Which of the lines in the records below hold the string "relative"? Copy every one of them.

The data Block Start

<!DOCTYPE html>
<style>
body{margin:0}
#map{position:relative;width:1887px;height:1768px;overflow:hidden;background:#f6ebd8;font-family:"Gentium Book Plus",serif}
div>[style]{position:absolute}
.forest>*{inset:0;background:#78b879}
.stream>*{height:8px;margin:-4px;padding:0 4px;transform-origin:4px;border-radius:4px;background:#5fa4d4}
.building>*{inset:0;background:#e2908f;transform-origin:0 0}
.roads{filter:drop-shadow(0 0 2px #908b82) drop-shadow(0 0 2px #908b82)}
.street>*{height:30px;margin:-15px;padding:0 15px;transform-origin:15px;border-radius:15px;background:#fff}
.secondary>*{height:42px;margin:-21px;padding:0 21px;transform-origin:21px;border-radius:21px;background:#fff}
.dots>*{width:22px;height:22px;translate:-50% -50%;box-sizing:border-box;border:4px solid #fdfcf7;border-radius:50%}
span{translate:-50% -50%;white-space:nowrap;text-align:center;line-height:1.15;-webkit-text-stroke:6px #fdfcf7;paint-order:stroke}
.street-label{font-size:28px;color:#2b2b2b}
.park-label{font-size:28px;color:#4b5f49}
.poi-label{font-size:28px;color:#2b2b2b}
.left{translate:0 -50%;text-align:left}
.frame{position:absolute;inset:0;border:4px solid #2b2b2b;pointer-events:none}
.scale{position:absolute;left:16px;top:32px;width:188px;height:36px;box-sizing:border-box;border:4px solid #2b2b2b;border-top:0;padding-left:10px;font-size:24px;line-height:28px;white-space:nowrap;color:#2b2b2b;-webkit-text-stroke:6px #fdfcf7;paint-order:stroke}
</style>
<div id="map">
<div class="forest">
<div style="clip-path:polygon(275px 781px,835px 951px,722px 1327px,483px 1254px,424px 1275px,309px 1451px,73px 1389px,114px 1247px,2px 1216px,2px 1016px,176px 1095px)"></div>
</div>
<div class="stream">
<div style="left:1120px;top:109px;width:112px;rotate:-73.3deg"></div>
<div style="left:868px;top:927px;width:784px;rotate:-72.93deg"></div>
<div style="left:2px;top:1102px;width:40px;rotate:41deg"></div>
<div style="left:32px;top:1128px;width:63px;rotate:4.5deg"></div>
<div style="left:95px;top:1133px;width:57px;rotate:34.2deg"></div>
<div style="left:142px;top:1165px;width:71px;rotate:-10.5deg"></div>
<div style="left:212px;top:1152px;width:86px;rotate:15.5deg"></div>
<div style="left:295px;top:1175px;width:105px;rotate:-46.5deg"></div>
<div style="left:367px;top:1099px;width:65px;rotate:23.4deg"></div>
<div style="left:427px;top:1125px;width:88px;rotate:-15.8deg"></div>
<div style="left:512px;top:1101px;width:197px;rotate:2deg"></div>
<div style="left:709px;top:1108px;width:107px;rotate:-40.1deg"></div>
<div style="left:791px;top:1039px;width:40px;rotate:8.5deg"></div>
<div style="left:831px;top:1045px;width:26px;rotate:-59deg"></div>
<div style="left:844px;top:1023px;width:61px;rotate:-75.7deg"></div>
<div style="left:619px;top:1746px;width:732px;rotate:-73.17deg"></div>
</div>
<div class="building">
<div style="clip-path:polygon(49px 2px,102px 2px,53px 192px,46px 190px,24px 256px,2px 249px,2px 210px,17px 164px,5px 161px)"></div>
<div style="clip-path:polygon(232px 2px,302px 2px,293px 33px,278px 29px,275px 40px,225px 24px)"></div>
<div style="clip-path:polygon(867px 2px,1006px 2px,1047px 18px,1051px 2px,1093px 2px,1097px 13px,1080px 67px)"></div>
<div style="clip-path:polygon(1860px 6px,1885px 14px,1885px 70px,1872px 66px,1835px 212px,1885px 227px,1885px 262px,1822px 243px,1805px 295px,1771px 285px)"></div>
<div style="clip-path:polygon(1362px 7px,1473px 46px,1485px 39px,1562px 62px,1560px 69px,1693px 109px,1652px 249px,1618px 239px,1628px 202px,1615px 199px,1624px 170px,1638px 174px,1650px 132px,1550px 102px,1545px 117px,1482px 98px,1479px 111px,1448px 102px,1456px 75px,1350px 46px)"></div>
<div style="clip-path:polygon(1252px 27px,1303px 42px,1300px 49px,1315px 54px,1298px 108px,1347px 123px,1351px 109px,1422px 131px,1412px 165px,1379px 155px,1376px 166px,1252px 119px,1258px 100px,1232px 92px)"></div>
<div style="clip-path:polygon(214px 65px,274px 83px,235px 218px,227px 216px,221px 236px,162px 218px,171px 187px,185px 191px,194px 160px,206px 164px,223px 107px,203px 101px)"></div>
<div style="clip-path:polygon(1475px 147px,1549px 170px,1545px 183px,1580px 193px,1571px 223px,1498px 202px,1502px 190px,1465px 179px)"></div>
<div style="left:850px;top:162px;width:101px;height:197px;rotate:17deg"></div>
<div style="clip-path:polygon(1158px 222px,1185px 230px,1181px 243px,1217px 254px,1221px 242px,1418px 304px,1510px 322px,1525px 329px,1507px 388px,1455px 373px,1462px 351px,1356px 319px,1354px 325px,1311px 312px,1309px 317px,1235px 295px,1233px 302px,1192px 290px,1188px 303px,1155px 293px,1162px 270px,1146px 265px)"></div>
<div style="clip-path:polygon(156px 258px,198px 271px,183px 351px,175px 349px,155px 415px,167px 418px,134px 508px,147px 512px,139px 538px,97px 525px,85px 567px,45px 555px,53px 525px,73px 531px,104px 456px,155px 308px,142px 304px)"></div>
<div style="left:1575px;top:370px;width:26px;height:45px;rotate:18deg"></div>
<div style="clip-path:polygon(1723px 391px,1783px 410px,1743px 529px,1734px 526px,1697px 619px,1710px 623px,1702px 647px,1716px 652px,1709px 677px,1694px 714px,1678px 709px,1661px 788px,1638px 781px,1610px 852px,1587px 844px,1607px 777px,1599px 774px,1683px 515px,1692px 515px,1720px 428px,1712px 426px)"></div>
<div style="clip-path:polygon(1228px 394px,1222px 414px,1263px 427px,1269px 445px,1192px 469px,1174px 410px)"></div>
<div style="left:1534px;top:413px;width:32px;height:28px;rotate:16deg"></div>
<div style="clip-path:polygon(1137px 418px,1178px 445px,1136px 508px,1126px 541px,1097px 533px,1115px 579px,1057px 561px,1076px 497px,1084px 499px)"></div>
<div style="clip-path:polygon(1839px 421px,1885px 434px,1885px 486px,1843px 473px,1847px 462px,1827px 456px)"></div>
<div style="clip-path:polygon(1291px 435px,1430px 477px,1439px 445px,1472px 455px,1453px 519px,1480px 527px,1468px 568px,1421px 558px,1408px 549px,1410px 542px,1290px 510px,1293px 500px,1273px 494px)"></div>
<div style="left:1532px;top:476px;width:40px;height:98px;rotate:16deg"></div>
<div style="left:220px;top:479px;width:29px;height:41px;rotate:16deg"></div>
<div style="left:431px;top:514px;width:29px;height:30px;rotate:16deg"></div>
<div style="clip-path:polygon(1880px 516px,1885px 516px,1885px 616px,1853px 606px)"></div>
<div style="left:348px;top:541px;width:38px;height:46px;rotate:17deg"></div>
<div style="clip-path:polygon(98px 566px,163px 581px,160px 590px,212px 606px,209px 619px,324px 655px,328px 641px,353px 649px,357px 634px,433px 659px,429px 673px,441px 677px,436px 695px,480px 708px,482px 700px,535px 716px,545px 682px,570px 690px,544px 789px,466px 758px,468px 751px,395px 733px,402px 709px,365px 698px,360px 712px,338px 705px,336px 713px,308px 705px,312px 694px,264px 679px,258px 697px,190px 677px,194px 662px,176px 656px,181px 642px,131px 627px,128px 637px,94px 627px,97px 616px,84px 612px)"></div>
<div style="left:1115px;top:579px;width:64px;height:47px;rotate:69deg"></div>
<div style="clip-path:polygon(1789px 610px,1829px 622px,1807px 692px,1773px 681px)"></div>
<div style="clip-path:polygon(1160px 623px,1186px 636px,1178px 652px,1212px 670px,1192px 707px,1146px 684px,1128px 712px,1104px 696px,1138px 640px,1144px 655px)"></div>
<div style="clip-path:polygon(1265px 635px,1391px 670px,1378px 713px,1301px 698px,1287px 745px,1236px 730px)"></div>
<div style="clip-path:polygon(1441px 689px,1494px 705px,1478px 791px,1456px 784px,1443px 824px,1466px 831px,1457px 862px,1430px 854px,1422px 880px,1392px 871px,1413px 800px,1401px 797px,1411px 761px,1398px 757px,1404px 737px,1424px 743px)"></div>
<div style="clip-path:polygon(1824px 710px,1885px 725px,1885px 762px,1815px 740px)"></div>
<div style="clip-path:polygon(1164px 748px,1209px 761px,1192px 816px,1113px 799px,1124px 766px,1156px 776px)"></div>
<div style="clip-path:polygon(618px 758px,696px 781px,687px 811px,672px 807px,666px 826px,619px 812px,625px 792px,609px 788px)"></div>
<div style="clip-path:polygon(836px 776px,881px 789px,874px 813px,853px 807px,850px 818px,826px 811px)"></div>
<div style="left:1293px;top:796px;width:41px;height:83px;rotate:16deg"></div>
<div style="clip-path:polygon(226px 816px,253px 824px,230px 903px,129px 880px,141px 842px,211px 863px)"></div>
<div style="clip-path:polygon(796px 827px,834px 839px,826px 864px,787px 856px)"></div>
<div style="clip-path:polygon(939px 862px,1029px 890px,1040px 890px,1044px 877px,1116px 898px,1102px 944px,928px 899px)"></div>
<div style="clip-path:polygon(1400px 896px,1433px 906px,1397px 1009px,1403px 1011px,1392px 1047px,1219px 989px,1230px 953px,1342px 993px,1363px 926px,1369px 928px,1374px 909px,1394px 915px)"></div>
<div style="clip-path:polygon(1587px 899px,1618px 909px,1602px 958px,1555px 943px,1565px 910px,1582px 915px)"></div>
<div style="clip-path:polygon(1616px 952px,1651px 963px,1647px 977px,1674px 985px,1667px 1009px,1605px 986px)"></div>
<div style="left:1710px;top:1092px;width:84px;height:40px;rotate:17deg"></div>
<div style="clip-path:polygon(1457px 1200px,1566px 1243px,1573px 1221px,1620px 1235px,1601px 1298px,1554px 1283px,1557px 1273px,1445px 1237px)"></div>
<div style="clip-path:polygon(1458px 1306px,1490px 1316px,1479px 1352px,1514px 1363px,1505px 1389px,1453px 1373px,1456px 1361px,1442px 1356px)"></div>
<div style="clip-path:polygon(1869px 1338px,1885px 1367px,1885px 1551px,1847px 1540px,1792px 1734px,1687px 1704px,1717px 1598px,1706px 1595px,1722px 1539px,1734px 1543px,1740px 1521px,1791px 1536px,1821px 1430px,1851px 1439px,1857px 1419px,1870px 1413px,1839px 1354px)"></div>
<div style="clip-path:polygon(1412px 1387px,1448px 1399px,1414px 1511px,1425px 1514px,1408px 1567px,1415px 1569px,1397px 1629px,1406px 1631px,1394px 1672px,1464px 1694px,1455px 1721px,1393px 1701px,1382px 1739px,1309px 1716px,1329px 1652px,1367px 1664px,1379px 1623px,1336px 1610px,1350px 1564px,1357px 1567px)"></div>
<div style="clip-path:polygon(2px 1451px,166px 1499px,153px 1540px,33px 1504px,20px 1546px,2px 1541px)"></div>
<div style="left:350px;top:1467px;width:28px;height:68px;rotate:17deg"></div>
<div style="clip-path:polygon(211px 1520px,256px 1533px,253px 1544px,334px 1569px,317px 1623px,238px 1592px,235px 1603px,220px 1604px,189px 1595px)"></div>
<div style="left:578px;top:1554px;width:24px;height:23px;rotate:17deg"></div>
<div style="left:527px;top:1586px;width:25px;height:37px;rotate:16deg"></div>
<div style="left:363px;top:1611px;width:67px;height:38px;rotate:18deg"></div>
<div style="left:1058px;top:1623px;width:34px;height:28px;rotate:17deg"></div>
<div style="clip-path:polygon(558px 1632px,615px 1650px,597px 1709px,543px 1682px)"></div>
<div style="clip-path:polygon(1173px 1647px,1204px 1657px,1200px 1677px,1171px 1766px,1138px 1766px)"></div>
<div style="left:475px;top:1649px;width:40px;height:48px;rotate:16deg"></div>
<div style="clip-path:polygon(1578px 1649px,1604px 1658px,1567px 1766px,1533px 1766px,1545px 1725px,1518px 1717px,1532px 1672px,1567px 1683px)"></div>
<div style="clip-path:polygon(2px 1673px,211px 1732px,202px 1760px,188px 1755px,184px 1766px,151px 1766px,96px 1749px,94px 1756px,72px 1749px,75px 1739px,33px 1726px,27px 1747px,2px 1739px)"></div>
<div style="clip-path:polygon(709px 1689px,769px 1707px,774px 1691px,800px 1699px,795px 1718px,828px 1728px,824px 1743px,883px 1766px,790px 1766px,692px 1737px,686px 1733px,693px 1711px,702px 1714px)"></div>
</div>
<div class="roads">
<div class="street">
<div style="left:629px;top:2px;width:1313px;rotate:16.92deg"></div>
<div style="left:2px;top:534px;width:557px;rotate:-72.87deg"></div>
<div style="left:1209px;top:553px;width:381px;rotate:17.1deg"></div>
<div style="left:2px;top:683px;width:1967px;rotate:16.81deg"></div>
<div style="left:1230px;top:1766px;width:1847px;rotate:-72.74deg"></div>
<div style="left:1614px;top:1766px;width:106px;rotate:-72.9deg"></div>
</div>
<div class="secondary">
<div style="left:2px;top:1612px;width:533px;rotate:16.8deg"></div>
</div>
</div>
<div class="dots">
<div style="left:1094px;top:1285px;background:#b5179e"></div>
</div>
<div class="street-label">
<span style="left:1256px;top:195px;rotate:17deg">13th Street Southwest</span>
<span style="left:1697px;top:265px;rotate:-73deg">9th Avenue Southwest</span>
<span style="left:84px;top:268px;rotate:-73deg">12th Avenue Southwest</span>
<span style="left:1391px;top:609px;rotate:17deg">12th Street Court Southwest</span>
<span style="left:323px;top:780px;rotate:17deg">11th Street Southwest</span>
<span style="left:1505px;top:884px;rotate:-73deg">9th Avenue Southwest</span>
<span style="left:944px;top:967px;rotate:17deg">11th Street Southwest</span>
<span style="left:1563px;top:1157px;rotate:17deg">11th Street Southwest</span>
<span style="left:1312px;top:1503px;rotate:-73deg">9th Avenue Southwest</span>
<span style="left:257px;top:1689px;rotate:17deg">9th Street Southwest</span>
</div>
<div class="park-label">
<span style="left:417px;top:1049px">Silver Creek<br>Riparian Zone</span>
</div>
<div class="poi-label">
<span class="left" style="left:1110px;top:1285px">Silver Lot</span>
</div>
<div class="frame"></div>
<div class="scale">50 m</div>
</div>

The data Block End
The data Block Start

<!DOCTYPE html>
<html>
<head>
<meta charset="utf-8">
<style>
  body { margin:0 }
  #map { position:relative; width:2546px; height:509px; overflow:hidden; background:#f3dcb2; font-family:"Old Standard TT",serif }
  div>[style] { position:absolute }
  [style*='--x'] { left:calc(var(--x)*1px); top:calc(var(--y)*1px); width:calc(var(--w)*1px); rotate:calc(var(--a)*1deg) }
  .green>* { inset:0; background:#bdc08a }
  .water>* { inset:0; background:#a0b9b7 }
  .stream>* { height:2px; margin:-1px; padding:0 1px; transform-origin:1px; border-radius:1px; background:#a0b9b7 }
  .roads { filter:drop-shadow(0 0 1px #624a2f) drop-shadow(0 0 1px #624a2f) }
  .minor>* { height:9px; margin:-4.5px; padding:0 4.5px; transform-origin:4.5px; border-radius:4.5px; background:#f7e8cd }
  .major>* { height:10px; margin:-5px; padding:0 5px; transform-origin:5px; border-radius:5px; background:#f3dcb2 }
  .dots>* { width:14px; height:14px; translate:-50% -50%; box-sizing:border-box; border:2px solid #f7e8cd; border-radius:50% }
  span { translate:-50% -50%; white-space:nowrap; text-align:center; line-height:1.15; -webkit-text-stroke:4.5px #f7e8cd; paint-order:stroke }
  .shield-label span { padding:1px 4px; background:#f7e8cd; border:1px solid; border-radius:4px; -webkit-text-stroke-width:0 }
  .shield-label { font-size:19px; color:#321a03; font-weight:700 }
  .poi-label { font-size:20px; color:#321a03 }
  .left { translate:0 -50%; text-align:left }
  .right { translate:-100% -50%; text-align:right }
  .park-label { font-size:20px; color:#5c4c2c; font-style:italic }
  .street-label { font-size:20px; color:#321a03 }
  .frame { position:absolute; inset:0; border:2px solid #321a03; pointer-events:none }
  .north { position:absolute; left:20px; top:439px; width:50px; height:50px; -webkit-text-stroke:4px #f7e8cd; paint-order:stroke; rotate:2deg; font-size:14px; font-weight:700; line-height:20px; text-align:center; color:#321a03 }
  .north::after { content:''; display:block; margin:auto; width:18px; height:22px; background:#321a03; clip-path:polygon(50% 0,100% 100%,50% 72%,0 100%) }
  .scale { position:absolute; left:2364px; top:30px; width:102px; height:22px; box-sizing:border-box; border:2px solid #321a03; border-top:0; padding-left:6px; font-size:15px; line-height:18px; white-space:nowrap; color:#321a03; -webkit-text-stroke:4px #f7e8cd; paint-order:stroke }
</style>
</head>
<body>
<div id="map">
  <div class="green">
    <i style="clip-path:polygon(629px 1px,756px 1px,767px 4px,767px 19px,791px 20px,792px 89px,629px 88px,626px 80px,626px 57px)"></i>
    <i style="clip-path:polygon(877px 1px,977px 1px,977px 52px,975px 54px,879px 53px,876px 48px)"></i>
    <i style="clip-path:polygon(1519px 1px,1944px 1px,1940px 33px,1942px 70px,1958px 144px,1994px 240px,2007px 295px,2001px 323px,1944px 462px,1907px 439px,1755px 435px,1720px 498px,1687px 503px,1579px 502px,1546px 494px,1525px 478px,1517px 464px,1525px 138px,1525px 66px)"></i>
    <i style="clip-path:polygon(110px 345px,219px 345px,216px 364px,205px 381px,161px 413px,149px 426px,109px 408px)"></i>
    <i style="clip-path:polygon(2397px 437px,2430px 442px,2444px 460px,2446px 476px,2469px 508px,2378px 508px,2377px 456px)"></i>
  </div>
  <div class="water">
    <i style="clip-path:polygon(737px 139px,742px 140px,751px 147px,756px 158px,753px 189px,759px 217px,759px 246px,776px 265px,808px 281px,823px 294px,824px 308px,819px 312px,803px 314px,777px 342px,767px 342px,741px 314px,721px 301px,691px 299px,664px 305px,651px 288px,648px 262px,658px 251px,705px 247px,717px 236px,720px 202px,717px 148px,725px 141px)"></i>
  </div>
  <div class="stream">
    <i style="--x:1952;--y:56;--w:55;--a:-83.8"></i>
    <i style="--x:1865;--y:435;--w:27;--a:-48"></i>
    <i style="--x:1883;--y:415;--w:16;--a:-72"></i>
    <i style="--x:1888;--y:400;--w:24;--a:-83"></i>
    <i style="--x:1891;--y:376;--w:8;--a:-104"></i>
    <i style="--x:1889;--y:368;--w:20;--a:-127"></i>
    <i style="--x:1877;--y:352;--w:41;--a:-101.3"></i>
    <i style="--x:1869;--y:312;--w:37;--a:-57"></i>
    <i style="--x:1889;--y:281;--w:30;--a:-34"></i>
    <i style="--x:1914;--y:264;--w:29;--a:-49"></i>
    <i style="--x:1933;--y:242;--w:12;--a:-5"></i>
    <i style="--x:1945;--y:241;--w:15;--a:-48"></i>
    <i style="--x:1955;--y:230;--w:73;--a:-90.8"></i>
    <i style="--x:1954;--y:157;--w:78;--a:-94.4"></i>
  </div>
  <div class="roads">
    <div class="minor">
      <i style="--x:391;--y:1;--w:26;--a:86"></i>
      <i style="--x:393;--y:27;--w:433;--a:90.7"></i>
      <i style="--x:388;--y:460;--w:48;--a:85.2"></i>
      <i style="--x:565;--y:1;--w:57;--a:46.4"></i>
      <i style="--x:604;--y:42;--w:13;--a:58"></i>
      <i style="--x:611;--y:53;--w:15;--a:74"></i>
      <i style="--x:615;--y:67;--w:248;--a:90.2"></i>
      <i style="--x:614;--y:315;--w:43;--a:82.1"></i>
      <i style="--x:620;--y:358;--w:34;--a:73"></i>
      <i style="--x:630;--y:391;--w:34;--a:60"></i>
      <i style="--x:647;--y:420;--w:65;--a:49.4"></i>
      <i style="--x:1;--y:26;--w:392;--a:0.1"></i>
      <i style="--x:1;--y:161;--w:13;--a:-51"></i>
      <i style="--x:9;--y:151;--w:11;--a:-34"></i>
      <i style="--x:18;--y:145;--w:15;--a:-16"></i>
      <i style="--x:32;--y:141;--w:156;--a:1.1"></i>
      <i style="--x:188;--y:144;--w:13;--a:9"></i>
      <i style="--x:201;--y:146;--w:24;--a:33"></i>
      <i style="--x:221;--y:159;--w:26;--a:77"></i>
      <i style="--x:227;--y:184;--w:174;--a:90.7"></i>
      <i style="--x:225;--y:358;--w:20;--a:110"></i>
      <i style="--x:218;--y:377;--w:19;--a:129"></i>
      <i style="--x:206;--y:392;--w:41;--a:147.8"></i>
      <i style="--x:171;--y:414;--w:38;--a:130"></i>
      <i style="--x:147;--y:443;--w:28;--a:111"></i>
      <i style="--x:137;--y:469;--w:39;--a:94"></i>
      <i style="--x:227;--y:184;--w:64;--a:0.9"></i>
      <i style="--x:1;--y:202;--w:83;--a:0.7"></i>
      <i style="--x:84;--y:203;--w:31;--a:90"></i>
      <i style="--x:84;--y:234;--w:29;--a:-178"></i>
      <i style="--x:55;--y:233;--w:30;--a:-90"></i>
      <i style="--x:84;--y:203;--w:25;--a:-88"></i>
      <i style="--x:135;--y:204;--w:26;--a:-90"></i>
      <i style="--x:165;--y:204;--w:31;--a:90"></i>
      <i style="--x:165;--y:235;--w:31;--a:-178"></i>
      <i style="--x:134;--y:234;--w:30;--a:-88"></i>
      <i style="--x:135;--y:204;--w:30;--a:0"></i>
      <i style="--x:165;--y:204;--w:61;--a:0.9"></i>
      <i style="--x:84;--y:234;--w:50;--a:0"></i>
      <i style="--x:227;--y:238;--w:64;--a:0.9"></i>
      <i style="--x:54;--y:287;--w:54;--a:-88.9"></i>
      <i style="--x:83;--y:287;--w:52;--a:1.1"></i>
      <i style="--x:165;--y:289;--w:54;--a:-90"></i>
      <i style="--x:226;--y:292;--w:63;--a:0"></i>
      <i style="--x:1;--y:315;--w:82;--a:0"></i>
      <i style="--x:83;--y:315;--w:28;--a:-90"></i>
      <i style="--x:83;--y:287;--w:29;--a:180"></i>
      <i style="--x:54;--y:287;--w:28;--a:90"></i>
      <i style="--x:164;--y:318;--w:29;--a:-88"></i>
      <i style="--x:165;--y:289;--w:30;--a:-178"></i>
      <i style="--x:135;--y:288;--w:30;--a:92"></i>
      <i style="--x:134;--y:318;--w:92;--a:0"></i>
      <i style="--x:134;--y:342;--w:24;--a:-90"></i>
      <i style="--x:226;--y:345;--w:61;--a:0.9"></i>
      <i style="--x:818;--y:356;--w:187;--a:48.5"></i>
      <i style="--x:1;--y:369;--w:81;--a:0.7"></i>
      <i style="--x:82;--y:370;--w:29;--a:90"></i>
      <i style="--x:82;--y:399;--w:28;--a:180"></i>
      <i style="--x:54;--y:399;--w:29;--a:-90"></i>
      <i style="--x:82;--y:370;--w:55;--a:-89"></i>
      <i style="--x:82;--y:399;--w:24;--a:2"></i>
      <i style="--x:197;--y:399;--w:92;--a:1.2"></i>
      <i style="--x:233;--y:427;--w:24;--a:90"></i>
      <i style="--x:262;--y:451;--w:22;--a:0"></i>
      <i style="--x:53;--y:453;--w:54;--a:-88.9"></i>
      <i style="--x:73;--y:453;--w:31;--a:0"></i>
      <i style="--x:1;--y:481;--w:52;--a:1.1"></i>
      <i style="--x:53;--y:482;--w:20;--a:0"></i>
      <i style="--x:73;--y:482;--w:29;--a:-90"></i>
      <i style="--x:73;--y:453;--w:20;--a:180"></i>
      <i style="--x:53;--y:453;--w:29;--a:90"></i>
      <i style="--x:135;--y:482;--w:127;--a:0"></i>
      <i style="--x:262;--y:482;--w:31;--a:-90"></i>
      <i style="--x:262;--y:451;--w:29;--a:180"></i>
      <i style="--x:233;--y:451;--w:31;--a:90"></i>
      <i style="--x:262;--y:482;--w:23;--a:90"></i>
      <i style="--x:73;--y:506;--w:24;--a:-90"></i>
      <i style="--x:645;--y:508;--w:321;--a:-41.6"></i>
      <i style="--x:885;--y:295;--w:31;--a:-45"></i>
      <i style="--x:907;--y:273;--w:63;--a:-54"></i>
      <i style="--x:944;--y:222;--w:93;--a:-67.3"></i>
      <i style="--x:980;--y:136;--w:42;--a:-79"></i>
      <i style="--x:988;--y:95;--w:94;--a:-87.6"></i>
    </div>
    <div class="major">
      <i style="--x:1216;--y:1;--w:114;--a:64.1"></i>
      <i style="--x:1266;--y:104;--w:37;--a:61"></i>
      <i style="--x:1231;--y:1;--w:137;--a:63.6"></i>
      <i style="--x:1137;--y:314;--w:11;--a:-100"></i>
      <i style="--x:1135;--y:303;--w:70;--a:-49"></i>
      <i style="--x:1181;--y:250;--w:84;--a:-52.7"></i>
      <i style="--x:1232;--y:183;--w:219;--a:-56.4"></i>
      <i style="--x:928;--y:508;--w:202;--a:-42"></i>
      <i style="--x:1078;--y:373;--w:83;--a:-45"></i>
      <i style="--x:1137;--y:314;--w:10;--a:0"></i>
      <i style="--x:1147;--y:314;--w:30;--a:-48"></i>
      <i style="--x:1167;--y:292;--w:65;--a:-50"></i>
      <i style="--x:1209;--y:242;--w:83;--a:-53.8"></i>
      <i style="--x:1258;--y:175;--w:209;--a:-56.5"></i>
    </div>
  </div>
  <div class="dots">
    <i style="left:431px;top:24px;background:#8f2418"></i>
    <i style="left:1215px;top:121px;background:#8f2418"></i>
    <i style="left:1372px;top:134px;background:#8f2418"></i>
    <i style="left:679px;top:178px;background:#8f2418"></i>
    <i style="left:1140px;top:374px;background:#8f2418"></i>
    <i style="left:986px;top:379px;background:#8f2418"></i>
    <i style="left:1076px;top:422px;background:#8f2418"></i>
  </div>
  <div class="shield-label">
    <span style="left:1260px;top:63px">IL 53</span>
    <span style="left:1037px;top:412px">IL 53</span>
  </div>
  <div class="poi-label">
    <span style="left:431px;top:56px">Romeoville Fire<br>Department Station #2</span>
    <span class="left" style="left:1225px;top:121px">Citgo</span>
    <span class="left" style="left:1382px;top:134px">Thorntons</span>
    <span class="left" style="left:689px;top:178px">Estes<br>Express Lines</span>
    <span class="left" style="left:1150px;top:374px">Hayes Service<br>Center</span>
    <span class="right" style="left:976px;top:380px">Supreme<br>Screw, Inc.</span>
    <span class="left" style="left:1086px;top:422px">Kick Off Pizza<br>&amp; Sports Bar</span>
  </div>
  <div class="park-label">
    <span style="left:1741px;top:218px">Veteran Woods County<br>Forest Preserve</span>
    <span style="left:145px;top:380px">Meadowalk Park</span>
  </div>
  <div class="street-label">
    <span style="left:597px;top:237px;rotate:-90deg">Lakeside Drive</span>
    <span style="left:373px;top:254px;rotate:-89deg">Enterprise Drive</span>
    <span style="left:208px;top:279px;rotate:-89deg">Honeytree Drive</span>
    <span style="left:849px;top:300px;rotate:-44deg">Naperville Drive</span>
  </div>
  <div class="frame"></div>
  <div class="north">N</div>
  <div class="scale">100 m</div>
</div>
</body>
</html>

The data Block End

Your response:
#map{position:relative;width:1887px;height:1768px;overflow:hidden;background:#f6ebd8;font-family:"Gentium Book Plus",serif}
  #map { position:relative; width:2546px; height:509px; overflow:hidden; background:#f3dcb2; font-family:"Old Standard TT",serif }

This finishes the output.